Exercise instructions: Comb the records below for the string "image" and copy each line where it turns up.

** Opening Data block **

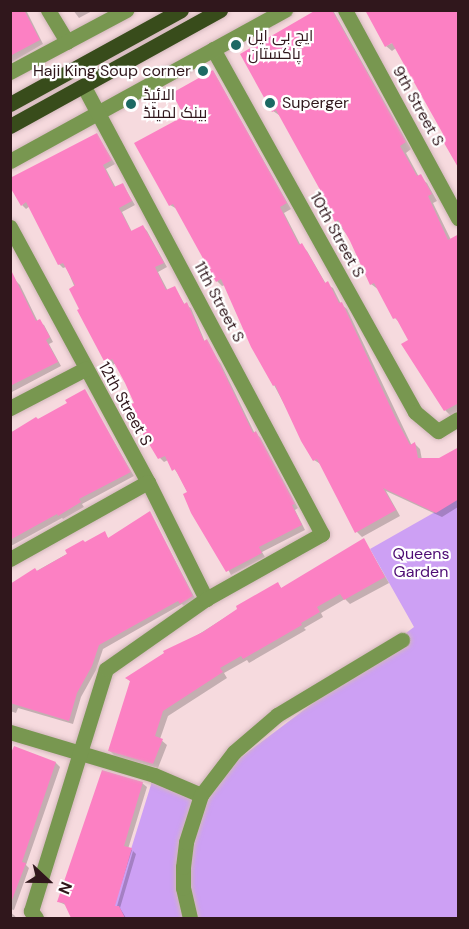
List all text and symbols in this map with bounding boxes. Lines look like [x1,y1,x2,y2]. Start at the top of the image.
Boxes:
place label: ایچ بی ایل پاکستان [248,26,313,64]
marker: ایچ بی ایل پاکستان [229,38,243,52]
place label: Haji King Soup corner [33,61,191,81]
street label: 9th Street S [388,63,448,149]
marker: Haji King Soup corner [196,64,210,78]
place label: الائیڈ بینک لمیٹڈ [143,85,207,123]
place label: Superger [282,93,349,113]
marker: Superger [263,96,277,110]
marker: الائیڈ بینک لمیٹڈ [124,97,138,111]
street label: 10th Street S [306,189,368,281]
street label: 11th Street S [190,258,248,346]
street label: 12th Street S [94,359,156,449]
park label: Queens Garden [393,544,449,582]
north arrow [18,851,78,911]
text: N [53,879,77,897]

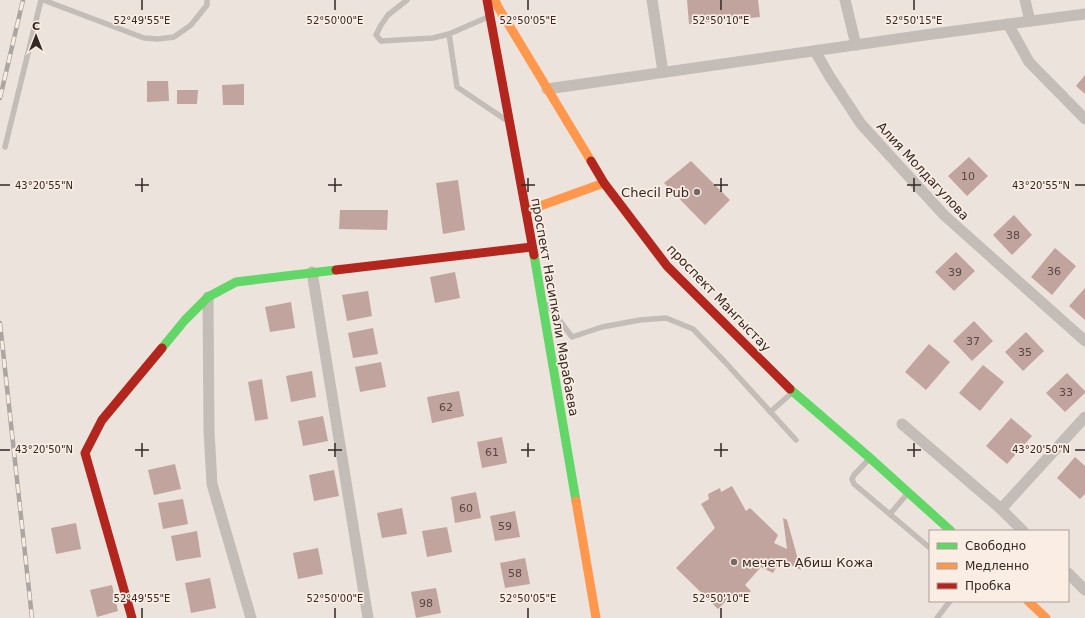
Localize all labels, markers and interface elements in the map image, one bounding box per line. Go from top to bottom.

** Closing Data block **

Solved exercise:
List all text and symbols in this map with bounding boxes. Lines look like [x1,y1,x2,y2]. Start at the top of the image.
Localize all labels, markers and interface elements in the map image, one bounding box per line. Go from top to bottom.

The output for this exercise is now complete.